Still preparing for Your Own Personal Alcatraz, mostly brainstorming, although tonight I had the pleasure of talking Jean-Michele's ears off about my latest ideas and terrors. But other than that, I've been rehearsing the following:

1. start writing something.
2. stop. space out. 
3. make more coffee.
4. facebook! so many status updates to comment on! 
5. check all blogs in existence to see if anyone's updated in the last three hours.

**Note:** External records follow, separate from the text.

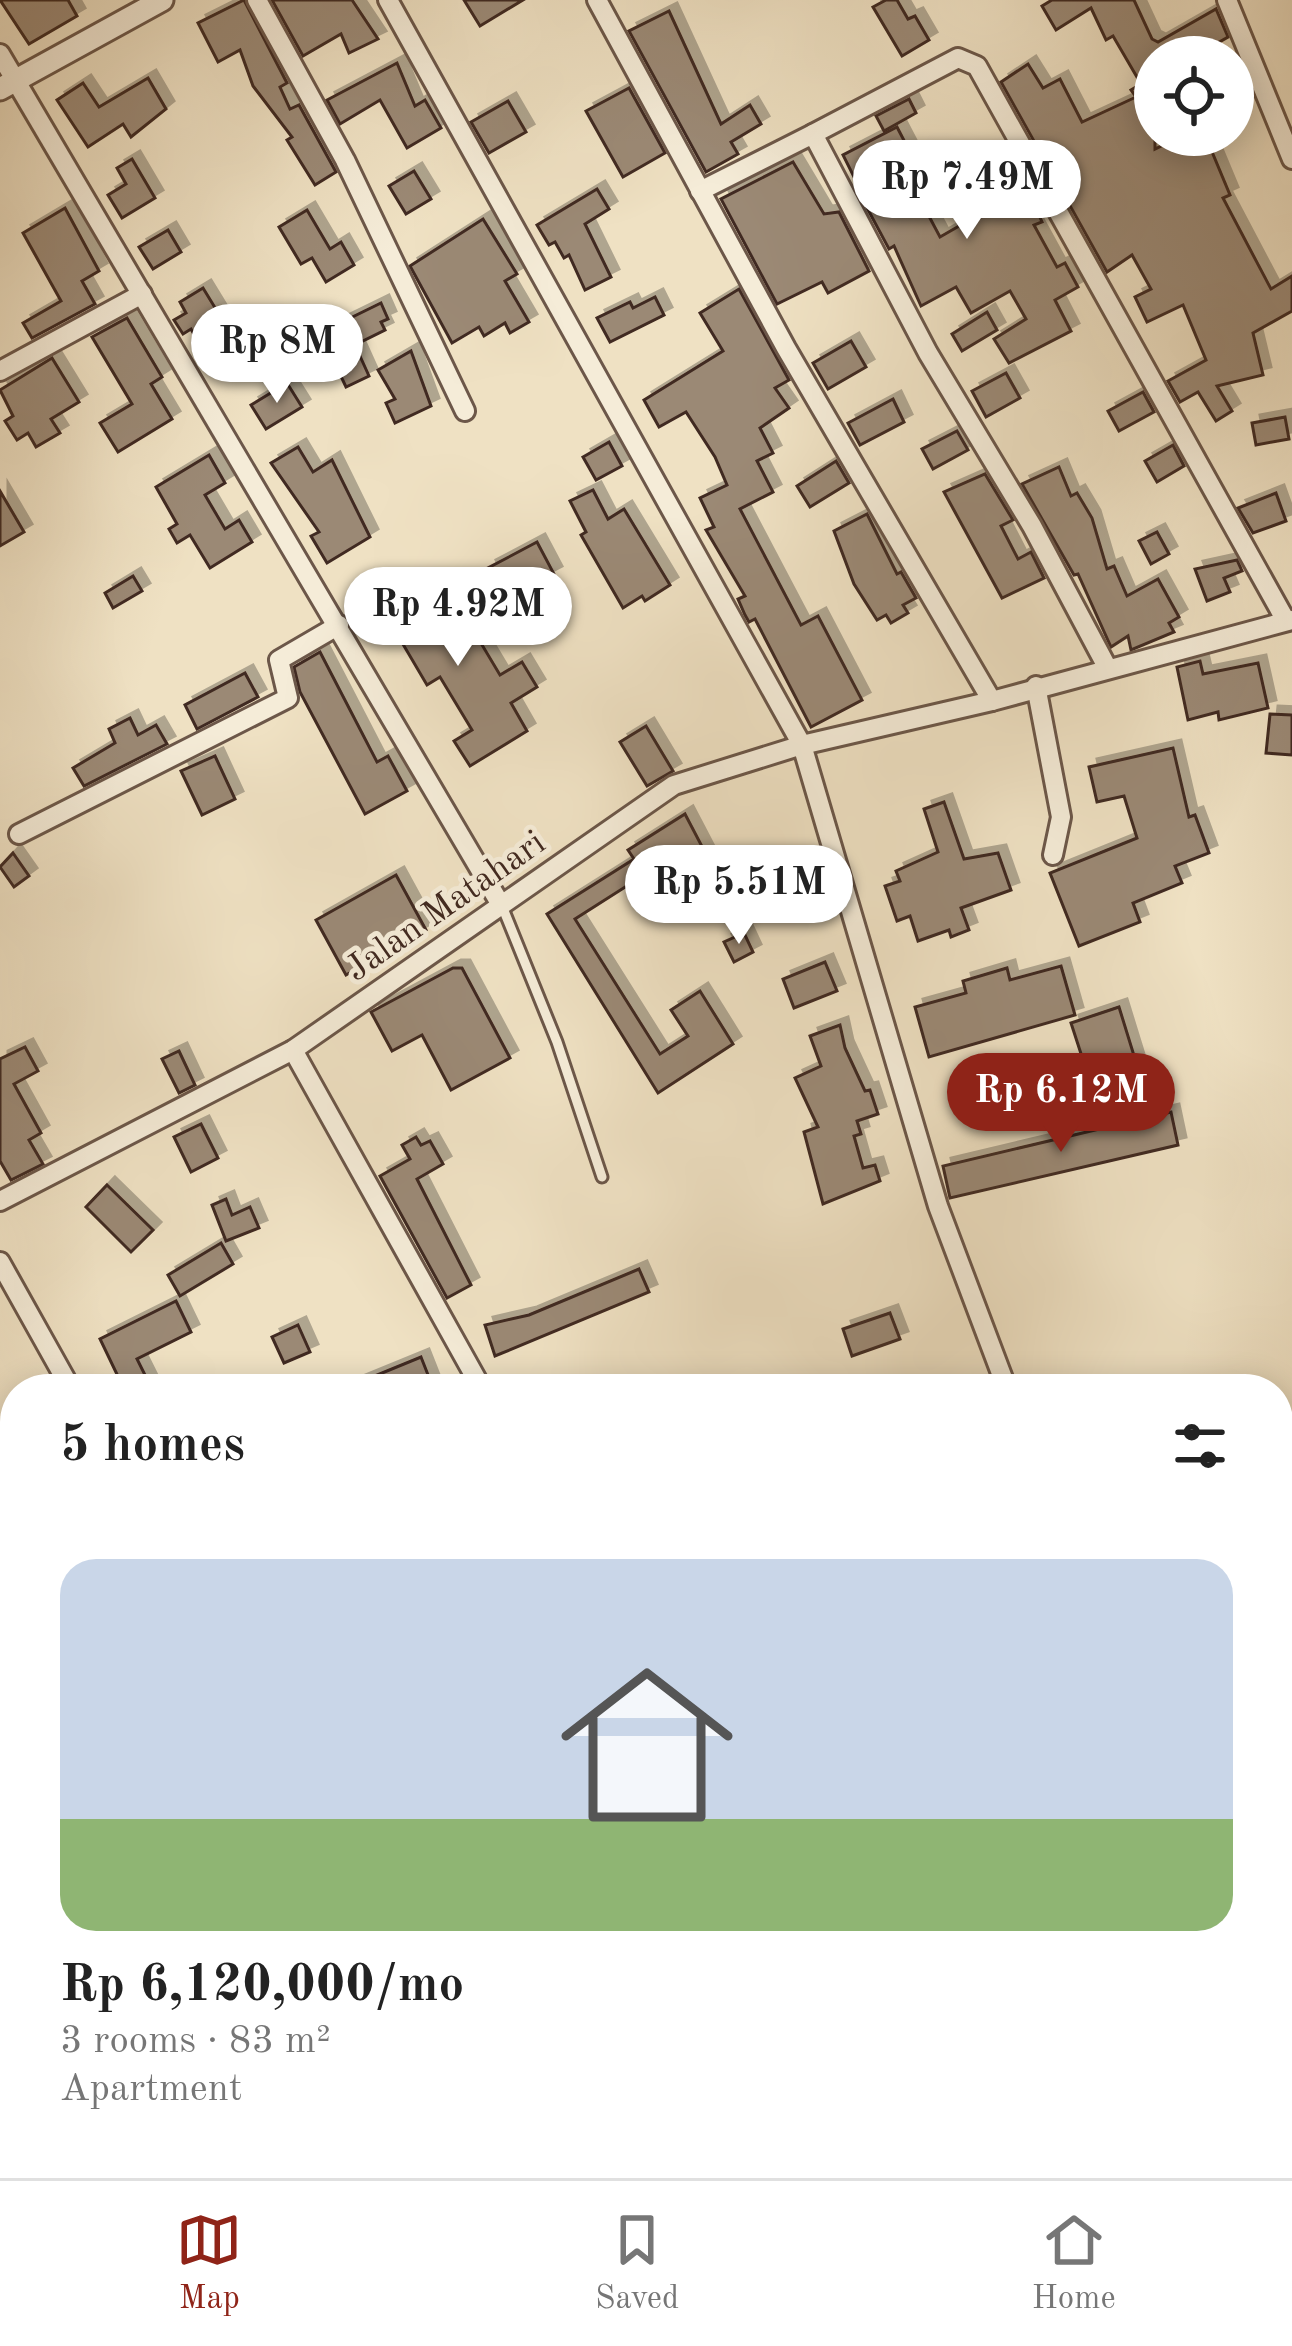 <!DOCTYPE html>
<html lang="en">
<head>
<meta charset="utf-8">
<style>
  body { margin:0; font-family:"Old Standard TT",serif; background:#f6f6f6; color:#222; height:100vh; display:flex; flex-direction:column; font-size:45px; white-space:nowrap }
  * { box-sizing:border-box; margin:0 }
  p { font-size:39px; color:#767676 }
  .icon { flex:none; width:66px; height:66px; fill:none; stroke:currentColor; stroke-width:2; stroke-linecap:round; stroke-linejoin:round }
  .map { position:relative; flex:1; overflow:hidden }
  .side { position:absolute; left:0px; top:1374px; width:1293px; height:804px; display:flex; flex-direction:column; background:#fff; border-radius:48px 48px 0 0; box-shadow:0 6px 30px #0003 }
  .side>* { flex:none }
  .buttons { position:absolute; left:1134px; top:36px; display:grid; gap:24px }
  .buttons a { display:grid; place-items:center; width:120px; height:120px; border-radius:50%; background:#fff; box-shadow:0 6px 30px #0003; font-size:60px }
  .price { position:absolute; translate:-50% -102px; padding:0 27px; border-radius:42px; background:#fff; color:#222; font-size:39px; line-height:78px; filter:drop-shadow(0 3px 6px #0008) }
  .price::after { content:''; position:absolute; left:50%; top:72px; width:36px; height:27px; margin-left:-18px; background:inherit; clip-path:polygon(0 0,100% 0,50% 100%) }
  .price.current { background:#8f2418; color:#fff }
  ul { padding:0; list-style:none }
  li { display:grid; align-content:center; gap:24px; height:636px; padding:0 60px }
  li span { display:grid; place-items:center; height:372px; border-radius:36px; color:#555 }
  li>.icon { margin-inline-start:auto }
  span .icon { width:216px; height:216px; fill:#fffc; stroke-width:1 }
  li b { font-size:51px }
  h2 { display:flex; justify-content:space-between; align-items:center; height:144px; padding:0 60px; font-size:51px }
  .tabs { display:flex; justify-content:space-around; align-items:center; height:168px; border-top:3px solid #e0e0e0; background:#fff; font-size:33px; color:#767676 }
  .tabs a { display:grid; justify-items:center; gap:6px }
  .tabs .current { color:#8f2418 }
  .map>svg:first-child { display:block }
  .building { fill:#9b8975; stroke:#412920; stroke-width:3; filter:url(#shadow) }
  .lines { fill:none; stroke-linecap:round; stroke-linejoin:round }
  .service-casing { stroke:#6c5749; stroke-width:15 }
  .minor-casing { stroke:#6c5749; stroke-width:24 }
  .tertiary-casing { stroke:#6c5749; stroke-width:27 }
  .service { stroke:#f5ecd8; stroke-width:9 }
  .minor { stroke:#f5ecd8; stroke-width:18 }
  .tertiary { stroke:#f5ecd8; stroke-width:21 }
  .labels { text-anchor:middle; stroke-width:10; stroke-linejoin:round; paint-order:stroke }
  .street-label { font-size:36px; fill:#412920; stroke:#f5ecd8 }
</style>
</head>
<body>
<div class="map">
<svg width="1292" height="2178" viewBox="0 0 1292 2178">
  <defs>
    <filter id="shadow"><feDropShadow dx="8" dy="-8" stdDeviation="0" flood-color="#0004"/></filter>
  </defs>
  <rect width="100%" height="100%" fill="#efe1c3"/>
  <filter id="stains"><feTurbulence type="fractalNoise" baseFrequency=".00167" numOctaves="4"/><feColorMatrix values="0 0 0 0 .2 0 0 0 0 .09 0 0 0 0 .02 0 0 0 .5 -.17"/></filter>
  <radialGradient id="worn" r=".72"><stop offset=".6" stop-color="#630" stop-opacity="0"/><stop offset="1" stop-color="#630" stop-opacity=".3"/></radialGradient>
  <!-- building -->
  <g class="building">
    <path d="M0,0H68L77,16L29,44Z"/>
    <path d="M244,0L287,83L280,87L290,109L299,105L336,172L315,185L287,140L292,137L253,86L240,50L218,62L198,23Z"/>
    <path d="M272,0H352L378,39L349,53L341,34L303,56Z"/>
    <path d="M464,0H523L480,26Z"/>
    <path d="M886,0H897L908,19L915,16L929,40L902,56L873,7Z"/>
    <path d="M1052,0H1134L1152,39L1158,42L1216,9L1228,37L1193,57H1155V149L1184,135H1205L1230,195L1223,198L1271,289L1292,276V311L1253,333L1263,375L1217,386L1232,411L1216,421L1198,392L1180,402L1168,381L1206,360L1183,305L1147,322L1135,297L1151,289L1132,255L1107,272L1001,82L1028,64L1043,88L1060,79L1082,122L1136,97L1131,90L1141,84L1113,36L1106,40L1091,8L1056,30L1042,6Z"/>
    <path d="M669,11L721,124L750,105L761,124L731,142L738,154L706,172L629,31Z"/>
    <path d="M397,63L415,106L425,100L441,128L407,148L380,100L340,124L327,100Z"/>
    <path d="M148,78L166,109L131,137L123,124L88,147L57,100L83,83L99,107Z"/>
    <path d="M629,88L665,153L623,177L586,111Z"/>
    <path d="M909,99L916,113L884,131L876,116Z"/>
    <path d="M508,101L526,132L489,153L471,122Z"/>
    <path d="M897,127L923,177L943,167L954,191L923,205L940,237L985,211L975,188L1018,168L1042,222L1034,225L1057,267L1065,263L1078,287L1055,300L1071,331L1009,363L994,339L1026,319L1010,291L971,313L956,287L921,306L894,246L889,249L866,206L874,203L859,174L854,177L843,155Z"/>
    <path d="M132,159L155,198L122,218L108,195L126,184L117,168Z"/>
    <path d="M793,162L824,214L839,212L869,271L828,293L822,282L777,304L721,199Z"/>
    <path d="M414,171L431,199L406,214L389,186Z"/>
    <path d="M597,189L609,209L585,224L611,277L585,290L569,255L564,258L555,242L549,245L537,225Z"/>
    <path d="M65,208L99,271L82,281L95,304L32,338L23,323L61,301L23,233Z"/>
    <path d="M307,210L330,249L341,242L354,265L326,282L312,258L301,264L279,227Z"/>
    <path d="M483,219L517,274L505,281L529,322L510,333L505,323L484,336L479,327L452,343L410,266Z"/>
    <path d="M168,230L181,252L153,269L139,247Z"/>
    <path d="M203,288L239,347L221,358L205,333L196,338L191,329L183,334L174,320L186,313L180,302Z"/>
    <path d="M739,289L789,380L775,388L789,408L760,428L773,453L757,461L773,492L740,509L801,625L818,616L862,700L811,727L755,619L749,622L745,615L738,599L745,596L706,530L714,527L700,498L727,485L715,457L686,412L659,427L644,400L723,351L700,313Z"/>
    <path d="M655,297L664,315L610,342L597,318L630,302L633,308Z"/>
    <path d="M381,303L388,319L381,322L385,330L355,345L369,376L346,387L336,366L342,364L326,330Z"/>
    <path d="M987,312L997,330L962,351L952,334Z"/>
    <path d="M127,318L162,377L151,384L172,419L118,452L100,423L132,404L92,337Z"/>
    <path d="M851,341L866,367L828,389L813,363Z"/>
    <path d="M411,351L431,406L395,423L386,403L395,399L378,370Z"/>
    <path d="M52,358L79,402L51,419L60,433L36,447L28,433L17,440L5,421L13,416L0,390Z"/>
    <path d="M1006,373L1020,398L986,417L972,391Z"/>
    <path d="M287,383L302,407L266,429L251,405Z"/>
    <path d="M1143,392L1154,412L1119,431L1108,411Z"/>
    <path d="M893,399L904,422L860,445L848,423Z"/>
    <path d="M1285,417L1289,439L1256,445L1252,423Z"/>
    <path d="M957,431L968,450L933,469L922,449Z"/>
    <path d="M609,442L622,466L596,480L583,457Z"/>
    <path d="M1173,445L1184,466L1157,482L1145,461Z"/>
    <path d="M298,447L313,472L332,460L370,537L327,563L311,536L319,532L271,463Z"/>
    <path d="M209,455L225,483L205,495L225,529L239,520L252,542L210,568L190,535L177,543L169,529L177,524L156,487Z"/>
    <path d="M836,461L849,483L810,507L797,486Z"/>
    <path d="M1059,467L1071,496L1077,493L1092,518L1107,569L1114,566L1127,596L1158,579L1179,617L1169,623L1174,632L1131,650L1128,636L1111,647L1078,574L1074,575L1022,484Z"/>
    <path d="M985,474L1013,520L1001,526L1018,559L1031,552L1044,578L1002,598L944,492Z"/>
    <path d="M593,490L608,519L624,509L670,585L645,601L642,596L623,608L581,535L586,532L570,501Z"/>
    <path d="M0,491L24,532L0,546Z"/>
    <path d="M1276,493L1286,521L1253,533L1238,508Z"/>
    <path d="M867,514L897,574L901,572L916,598L903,605L908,613L891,623L886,615L877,620L854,584L834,531Z"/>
    <path d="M1157,532L1169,554L1151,564L1139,541Z"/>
    <path d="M537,542L554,574L504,600L488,568Z"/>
    <path d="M1237,560L1242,571L1224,578L1230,592L1207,601L1195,569Z"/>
    <path d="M133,576L142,591L113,608L105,593Z"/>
    <path d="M426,579L457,631L469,623L500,675L522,662L537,687L511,703L527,731L470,766L454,741L472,730L440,677L427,685L397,634L387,640L370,613Z"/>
    <path d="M320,652L377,762L388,756L407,791L365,814L300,692L294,667Z"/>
    <path d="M1200,661L1203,674L1258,663L1268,708L1219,720L1218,712L1188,720L1177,667Z"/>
    <path d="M245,673L258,697L197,729L185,705Z"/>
    <path d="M1270,714L1292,715V755L1266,753Z"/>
    <path d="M130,718L138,735L156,725L167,744L84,786L73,768L115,743L109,729Z"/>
    <path d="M646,726L673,771L647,786L620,742Z"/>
    <path d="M1173,748L1189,817L1195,815L1209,853L1175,866L1182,883L1133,903L1140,922L1079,946L1050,873L1137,838L1124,796L1097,802L1089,767Z"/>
    <path d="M215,756L235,799L202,815L181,771Z"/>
    <path d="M944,802L964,859L998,853L1011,890L961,908L969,930L951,937L949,930L918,941L910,916L897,921L885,886L900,881L896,871L938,852L924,809Z"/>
    <path d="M685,814L707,856L669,875L673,881L655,892L644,875L575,919L660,1054L688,1036L671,1010L700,991L733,1044L658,1093L547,914L634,859L628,850Z"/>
    <path d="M13,853L29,876L14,887L0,867Z"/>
    <path d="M396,875L426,930L346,975L316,920Z"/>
    <path d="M801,875L811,900L765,919L755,894Z"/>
    <path d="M744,933L753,952L734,962L724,942Z"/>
    <path d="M825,962L837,991L794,1008L783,979Z"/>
    <path d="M1061,966L1075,1015L929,1057L915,1007L966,993L963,981L1007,968L1010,980Z"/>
    <path d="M453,968H462L510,1058L451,1090L422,1035L392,1051L371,1012Z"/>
    <path d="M1119,1007L1144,1088L1097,1103L1071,1023Z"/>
    <path d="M840,1025L845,1048L865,1091L870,1090L878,1114L857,1121L861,1134L854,1136L863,1168L875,1165L880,1181L823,1204L804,1132L818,1127L795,1078L821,1066L810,1036Z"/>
    <path d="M25,1047L38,1071L14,1084L41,1133L29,1140L43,1164L11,1180L0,1161V1059Z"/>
    <path d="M179,1051L195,1085L179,1093L162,1059Z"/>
    <path d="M1171,1112L1178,1145L950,1198L943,1166Z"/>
    <path d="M201,1124L218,1158L191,1172L174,1137Z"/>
    <path d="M416,1137L421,1145L430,1141L443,1164L417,1179L471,1285L447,1298L380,1176L410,1159L402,1145Z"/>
    <path d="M107,1185L153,1230L131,1252L86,1207Z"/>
    <path d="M226,1199L232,1215L250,1207L259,1228L226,1241L212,1205Z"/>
    <path d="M221,1243L233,1264L180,1296L168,1275Z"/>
    <path d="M639,1269L649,1292L495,1356L485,1325L529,1315Z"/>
    <path d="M176,1301L191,1332L137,1359L152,1389H124L100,1339Z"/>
    <path d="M890,1313L900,1339L852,1356L843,1329Z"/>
    <path d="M298,1325L310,1352L284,1363L272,1337Z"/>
    <path d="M421,1357L432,1385L343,1389Z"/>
    <path d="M0,1793L15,1817V1835L0,1844Z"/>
    <path d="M15,1888V1958L0,1937V1900Z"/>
    <path d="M385,2163H447L418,2178H356Z"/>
    <path d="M521,2163H590L597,2178H529Z"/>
    <path d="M865,2163H925V2168L869,2178Z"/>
  </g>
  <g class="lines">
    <!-- service casing -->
    <g class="service-casing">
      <path id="service" d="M502,906L557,1042L602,1177"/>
    </g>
    <!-- minor casing -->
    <g class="minor-casing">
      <g id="minor">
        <path d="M257,0L345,160L465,411"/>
        <path d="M388,0L802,745L938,1206L1007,1389"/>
        <path d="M597,0L786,348L992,701"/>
        <path d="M1227,0L1292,159"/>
        <path d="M0,54L501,905"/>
        <path d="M813,134L958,58L977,66L1286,621"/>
        <path d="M700,191L813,134L928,353L1032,526L1107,667"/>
        <path d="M0,371L142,294"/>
        <path d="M1036,686L1061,817L1053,855"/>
        <path d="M19,834L288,698L279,660L339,625"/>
        <path d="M293,1050L482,1389"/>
        <path d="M0,1201L293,1050L674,785L802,745L992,701L1292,620"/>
        <path d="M0,1262L71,1389"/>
        <path d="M0,1652L15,1676"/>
        <path d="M1278,1785L1292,1784"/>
        <path d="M0,1974L15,2000"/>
        <path d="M122,2163L133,2178"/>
        <path d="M495,2163L498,2178"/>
        <path d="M851,2163L856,2178"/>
        <path d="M1253,2163L1255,2178"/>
        <path d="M177,2178L204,2163"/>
      </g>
    </g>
    <!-- tertiary casing -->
    <g class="tertiary-casing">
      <path id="tertiary" d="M0,89L162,0"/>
    </g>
    <!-- service -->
    <use href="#service" class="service"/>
    <!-- minor -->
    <use href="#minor" class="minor"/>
    <!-- tertiary -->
    <use href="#tertiary" class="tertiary"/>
  </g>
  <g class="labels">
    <!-- street labels -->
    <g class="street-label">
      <text transform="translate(444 904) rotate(-35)" y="13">Jalan Matahari</text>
    </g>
  </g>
  <rect width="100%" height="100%" filter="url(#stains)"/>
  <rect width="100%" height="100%" fill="url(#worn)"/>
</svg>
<div class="buttons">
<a><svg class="icon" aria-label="locate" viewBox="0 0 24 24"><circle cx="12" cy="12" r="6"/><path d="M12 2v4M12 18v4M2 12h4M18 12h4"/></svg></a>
</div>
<b class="price" style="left:967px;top:242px">Rp 7.49M</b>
<b class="price" style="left:277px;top:406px">Rp 8M</b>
<b class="price" style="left:458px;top:669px">Rp 4.92M</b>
<b class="price" style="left:739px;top:947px">Rp 5.51M</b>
<b class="price current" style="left:1061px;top:1155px">Rp 6.12M</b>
<section class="side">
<h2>5 homes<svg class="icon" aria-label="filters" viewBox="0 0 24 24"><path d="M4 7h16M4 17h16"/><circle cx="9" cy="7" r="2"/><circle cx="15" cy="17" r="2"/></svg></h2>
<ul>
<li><span style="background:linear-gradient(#c9d6e8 70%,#8fb573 0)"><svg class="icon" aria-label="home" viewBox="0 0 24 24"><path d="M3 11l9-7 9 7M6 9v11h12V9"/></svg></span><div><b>Rp 6,120,000/mo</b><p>3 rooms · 83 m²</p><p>Apartment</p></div></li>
</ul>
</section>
</div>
<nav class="tabs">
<a class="current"><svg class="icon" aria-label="map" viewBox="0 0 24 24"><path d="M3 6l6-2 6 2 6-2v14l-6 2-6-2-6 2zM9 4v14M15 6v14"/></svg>Map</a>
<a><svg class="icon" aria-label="saved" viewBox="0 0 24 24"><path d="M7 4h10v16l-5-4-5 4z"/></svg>Saved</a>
<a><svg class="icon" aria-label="home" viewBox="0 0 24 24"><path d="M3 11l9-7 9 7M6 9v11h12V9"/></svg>Home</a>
</nav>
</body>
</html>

6. take computer to bedroom to write, for reals. write for like, fifteen minutes. stop.
7. take computer back to office to double check facebook and blogs. consider updating my own status to: Suzanne is getting motivated! or Suzanne is on it! or Suzanne is a writing machine!
8. instant messaging! fun for hours!
9. write in journal about how much i suck
10. rinse, repeat.

Tomorrow I will be a working machine. I will impress all the invisible judges in my room, they won't believe the output, the energy, the discipline and dedication. Tomorrow I will be in the groove, and 2009 will begin at last. If I write "2009 has begun at last" as my status update, you'll know what I'm talking about.